Secondary Well-Being Inventory (WBI) (assessing change over time) The WBI is a multidimensional instrument that was designed to assess status, functioning, and satisfaction with four key life domains of vocation, finances, health, and social relationships. In total, there are 21 sections of the WBI and 126 questions/statements: 34 items for vocation, 24 for finances, 20 for health, and 48 for social relationships. Throughout the inventory, respondents are instructed to provide responses to categorical items (e.g., yes, no), or to endorse a single response from among statements using a 5-point Likert type response format (e.g., 1 = Never to 5 = Most or all of the time; 1 = Very dissatisfied to 5 = Very satisfied). Measures within each domain may be extracted from the full inventory and are available to use as separate entities depending on the needs of the administrator and/or the purpose of the assessment. Administered at baseline, mid-treatment (after session 6), two weeks following treatment (post-treatment), and at the 3-month follow-up interval.
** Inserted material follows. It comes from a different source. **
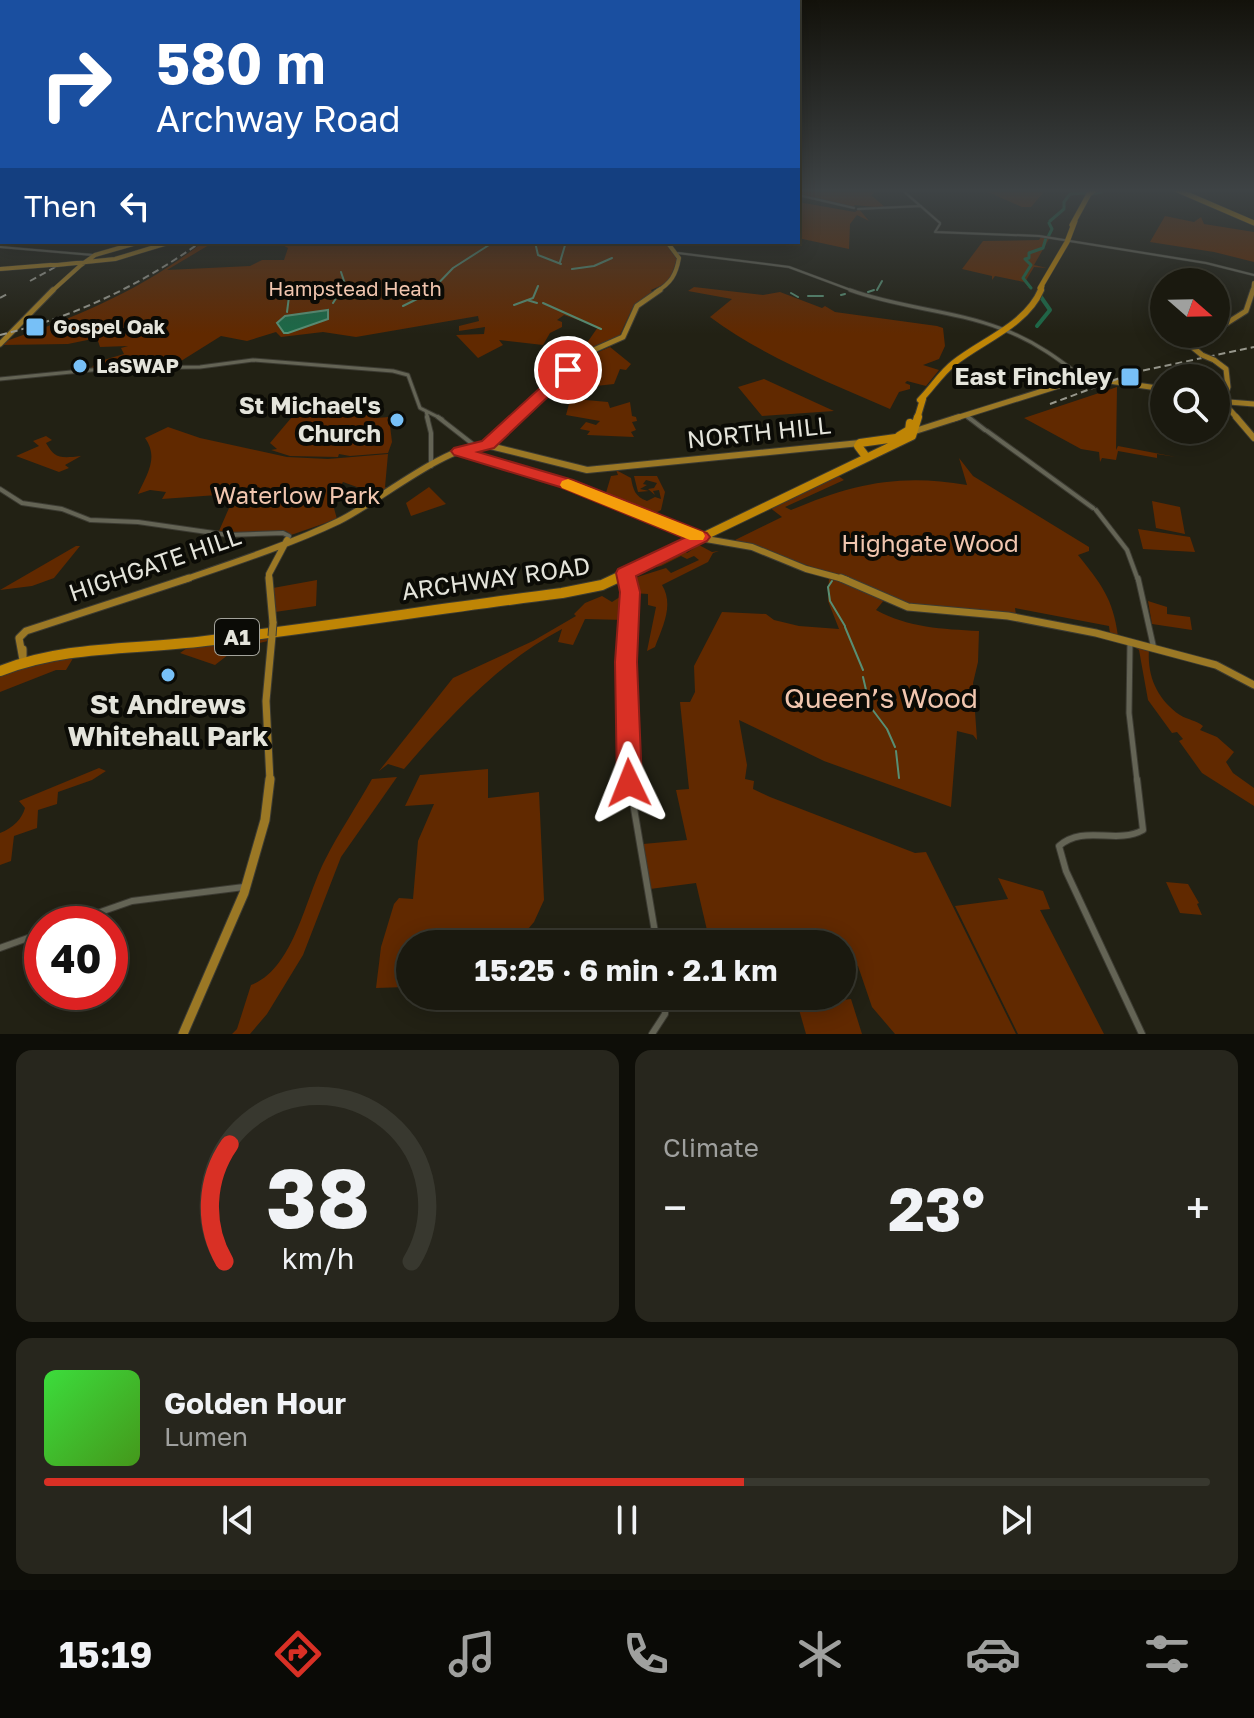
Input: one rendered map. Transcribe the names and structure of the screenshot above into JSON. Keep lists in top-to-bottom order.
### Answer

Secondary PTSD Checklist-DSM-5 (PCL-5) (assessing change over time) The PCL-5 will also be used to assess PTSD. The DSM 5 civilian version was chosen because it is open to any trauma, not just combat trauma. The PCL-5 is a 20-item self-report measure of PTSD. The items correspond to the DSM-5 symptoms for PTSD and yield a total score and four symptom cluster subscale scores. Higher scores indicate more severe PTSD symptoms with scores above the clinical cutoff of 32 indicating a likely diagnosis of PTSD. The PCL-5 has excellent internal consistency, reliability and validity. Administered at baseline, weekly (during treatment) mid-treatment (after session 6), two weeks following treatment (post-treatment), and at the 3-month follow-up interval.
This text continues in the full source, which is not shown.